Julius and Ethel Rosenberg executed 60 years ago

Today, June 19, marks the 60th anniversary of the execution of Julius and Ethel Rosenberg, two courageous communists murdered by the U.S. government in the midst of the ferocious anti-communist witch-hunt of the 1950s.

They were electrocuted on June 19, 1953, in Sing Sing prison in New York, despite worldwide protests, after a three-year persecution on trumped-up charges of espionage conspiracy, supposedly for providing elements of atomic-bomb production to the Soviet Union.

The Rosenbergs’ real crime, however, was that they stood for socialism at a dangerous time for progressive activists in the United States, when the U.S. government was waging an ideological war at home and abroad in the name of “fighting communism.”

After World War II ended in 1945, the U.S. government launched a military, political and economic offensive against the Soviet Union and socialist camp, commonly referred to as the “Cold War.”

The U.S. had emerged singularly unscathed from the war. It was the only country in the world to possess nuclear weapons, and showed its willingness to use them by annihilating Hiroshima and Nagasaki.
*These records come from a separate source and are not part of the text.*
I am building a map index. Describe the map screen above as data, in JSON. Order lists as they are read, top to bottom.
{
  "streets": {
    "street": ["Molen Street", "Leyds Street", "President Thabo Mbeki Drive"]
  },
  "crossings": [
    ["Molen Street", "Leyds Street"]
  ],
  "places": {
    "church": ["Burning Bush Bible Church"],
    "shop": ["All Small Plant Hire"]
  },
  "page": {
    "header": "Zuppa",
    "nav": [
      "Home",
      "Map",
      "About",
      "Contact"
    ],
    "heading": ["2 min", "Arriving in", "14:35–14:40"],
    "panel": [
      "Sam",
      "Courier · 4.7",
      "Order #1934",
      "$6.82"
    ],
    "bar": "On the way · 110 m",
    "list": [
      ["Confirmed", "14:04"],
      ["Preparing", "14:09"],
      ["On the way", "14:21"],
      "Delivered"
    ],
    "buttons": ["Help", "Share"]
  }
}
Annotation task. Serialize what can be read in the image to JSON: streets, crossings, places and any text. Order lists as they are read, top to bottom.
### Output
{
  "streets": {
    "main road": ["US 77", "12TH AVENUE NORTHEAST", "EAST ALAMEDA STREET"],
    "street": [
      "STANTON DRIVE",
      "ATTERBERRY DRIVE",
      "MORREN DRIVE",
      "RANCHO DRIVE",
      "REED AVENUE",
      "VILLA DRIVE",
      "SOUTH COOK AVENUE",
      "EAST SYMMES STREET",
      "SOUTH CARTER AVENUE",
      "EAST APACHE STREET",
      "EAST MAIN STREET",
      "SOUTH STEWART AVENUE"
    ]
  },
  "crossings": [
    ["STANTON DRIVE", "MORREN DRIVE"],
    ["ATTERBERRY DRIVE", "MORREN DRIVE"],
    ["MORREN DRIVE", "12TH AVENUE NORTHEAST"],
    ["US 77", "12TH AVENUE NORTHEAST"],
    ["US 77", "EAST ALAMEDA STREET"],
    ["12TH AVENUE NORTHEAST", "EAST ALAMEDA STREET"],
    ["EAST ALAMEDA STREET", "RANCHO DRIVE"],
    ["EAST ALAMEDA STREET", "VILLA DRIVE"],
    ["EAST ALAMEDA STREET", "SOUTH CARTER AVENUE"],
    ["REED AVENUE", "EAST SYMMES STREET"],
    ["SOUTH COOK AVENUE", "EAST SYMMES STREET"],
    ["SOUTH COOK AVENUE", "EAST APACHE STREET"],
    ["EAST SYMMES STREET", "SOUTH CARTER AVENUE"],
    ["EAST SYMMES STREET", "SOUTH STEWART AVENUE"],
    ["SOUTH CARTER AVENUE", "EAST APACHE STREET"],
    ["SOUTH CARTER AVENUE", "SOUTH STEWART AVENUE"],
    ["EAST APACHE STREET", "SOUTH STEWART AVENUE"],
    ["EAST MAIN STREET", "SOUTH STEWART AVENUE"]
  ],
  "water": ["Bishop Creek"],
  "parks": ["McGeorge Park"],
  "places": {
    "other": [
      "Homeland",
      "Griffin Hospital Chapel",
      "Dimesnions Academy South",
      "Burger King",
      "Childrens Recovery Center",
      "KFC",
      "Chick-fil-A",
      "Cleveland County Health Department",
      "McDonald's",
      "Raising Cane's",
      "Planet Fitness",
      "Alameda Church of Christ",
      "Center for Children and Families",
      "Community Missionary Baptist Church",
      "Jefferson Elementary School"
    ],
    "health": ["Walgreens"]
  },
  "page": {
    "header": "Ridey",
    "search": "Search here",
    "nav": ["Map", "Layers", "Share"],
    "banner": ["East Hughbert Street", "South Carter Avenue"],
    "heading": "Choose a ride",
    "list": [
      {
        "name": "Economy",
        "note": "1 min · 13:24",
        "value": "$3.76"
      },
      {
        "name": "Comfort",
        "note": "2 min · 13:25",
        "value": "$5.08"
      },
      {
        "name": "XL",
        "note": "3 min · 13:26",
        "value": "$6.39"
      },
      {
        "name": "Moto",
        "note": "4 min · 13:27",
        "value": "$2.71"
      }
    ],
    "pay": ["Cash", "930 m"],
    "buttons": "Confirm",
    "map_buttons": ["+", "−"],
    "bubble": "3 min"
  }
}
The leaders in Washington were determined to achieve global domination and viewed the socialist camp led by the Soviet Union, and the revolutionary movements allied with it, as the main obstacle in their path.

At home, the offensive was aimed at crushing working-class struggles as well as revolutionary socialist and communist organizations. Throughout the late 1940s into the 1950s, U.S. labor unions were purged of socialists and communists, who had helped lead successful workers’ struggles in major industries. By 1949, dozens of communists were imprisoned under the draconian Smith Act (Alien Registration Act of 1940).

U.S. imperialism began its massive bombing war against Korea on June 25, 1950, at the same time the FBI moved against the Rosenbergs, with the arrest of Julius on July 17 and Ethel on August 11, 1950.

After their conviction on treason charges in a rigged trial, Judge Irving Kaufman, sentenced the Rosenbergs to death on April 5, 1951. Kaufman declared them responsible for the deaths of thousands of U.S. soldiers in Korea and, reflecting the wild hysteria of the time, added, “millions more of innocent people may pay the price of your treason.”

Central figures in the Rosenbergs’ arrest and trial were FBI Director J. Edgar Hoover and Richard Nixon, then a leading red-baiter in Congress.

Hoover, Nixon and the infamous Sen. Joseph McCarthy were hit men for U.S. imperialism on the home front.

To quell political dissent as the U.S. advanced its objectives, key political trials were given major prominence in the newspapers and new medium of television. The message was: “Communists are endangering the American way of life.”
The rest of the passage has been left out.